(Stored data)
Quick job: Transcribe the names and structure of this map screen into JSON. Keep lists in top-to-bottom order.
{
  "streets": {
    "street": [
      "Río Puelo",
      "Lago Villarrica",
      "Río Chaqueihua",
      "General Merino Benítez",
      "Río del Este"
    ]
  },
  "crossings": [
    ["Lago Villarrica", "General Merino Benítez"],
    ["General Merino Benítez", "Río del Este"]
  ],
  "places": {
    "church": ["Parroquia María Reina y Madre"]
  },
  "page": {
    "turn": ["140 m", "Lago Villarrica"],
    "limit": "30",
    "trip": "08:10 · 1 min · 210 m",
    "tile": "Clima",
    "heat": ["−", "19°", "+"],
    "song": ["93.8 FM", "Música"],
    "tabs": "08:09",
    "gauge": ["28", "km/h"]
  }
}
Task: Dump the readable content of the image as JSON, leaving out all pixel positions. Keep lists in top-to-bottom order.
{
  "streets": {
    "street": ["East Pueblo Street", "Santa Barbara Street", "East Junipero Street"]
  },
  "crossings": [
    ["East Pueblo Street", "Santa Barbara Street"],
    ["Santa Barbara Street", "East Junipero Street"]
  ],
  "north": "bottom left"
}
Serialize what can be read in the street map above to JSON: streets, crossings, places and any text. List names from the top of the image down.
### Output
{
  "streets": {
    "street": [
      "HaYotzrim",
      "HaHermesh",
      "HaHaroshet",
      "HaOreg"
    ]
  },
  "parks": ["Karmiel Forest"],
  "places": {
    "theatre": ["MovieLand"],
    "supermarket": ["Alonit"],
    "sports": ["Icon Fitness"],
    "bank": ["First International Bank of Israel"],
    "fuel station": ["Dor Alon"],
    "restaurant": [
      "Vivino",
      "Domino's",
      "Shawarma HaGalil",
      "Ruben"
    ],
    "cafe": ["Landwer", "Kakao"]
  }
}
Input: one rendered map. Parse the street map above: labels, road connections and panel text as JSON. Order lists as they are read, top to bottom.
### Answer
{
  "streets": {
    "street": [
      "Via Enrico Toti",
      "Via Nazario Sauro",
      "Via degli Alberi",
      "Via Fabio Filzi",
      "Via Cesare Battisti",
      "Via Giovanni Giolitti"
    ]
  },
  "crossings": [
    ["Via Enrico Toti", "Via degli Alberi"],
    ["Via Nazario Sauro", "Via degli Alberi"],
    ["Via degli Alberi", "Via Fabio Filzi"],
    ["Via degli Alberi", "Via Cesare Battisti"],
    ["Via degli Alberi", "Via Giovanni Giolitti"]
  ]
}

### Work required
Write the data from above out again, exactly.

### Exercise solution
Quick job: Transcribe the names and structure of this map screen into JSON. Keep lists in top-to-bottom order.
{
  "streets": {
    "street": [
      "Río Puelo",
      "Lago Villarrica",
      "Río Chaqueihua",
      "General Merino Benítez",
      "Río del Este"
    ]
  },
  "crossings": [
    ["Lago Villarrica", "General Merino Benítez"],
    ["General Merino Benítez", "Río del Este"]
  ],
  "places": {
    "church": ["Parroquia María Reina y Madre"]
  },
  "page": {
    "turn": ["140 m", "Lago Villarrica"],
    "limit": "30",
    "trip": "08:10 · 1 min · 210 m",
    "tile": "Clima",
    "heat": ["−", "19°", "+"],
    "song": ["93.8 FM", "Música"],
    "tabs": "08:09",
    "gauge": ["28", "km/h"]
  }
}
Task: Dump the readable content of the image as JSON, leaving out all pixel positions. Keep lists in top-to-bottom order.
{
  "streets": {
    "street": ["East Pueblo Street", "Santa Barbara Street", "East Junipero Street"]
  },
  "crossings": [
    ["East Pueblo Street", "Santa Barbara Street"],
    ["Santa Barbara Street", "East Junipero Street"]
  ],
  "north": "bottom left"
}
Serialize what can be read in the street map above to JSON: streets, crossings, places and any text. List names from the top of the image down.
### Output
{
  "streets": {
    "street": [
      "HaYotzrim",
      "HaHermesh",
      "HaHaroshet",
      "HaOreg"
    ]
  },
  "parks": ["Karmiel Forest"],
  "places": {
    "theatre": ["MovieLand"],
    "supermarket": ["Alonit"],
    "sports": ["Icon Fitness"],
    "bank": ["First International Bank of Israel"],
    "fuel station": ["Dor Alon"],
    "restaurant": [
      "Vivino",
      "Domino's",
      "Shawarma HaGalil",
      "Ruben"
    ],
    "cafe": ["Landwer", "Kakao"]
  }
}
Input: one rendered map. Parse the street map above: labels, road connections and panel text as JSON. Order lists as they are read, top to bottom.
### Answer
{
  "streets": {
    "street": [
      "Via Enrico Toti",
      "Via Nazario Sauro",
      "Via degli Alberi",
      "Via Fabio Filzi",
      "Via Cesare Battisti",
      "Via Giovanni Giolitti"
    ]
  },
  "crossings": [
    ["Via Enrico Toti", "Via degli Alberi"],
    ["Via Nazario Sauro", "Via degli Alberi"],
    ["Via degli Alberi", "Via Fabio Filzi"],
    ["Via degli Alberi", "Via Cesare Battisti"],
    ["Via degli Alberi", "Via Giovanni Giolitti"]
  ]
}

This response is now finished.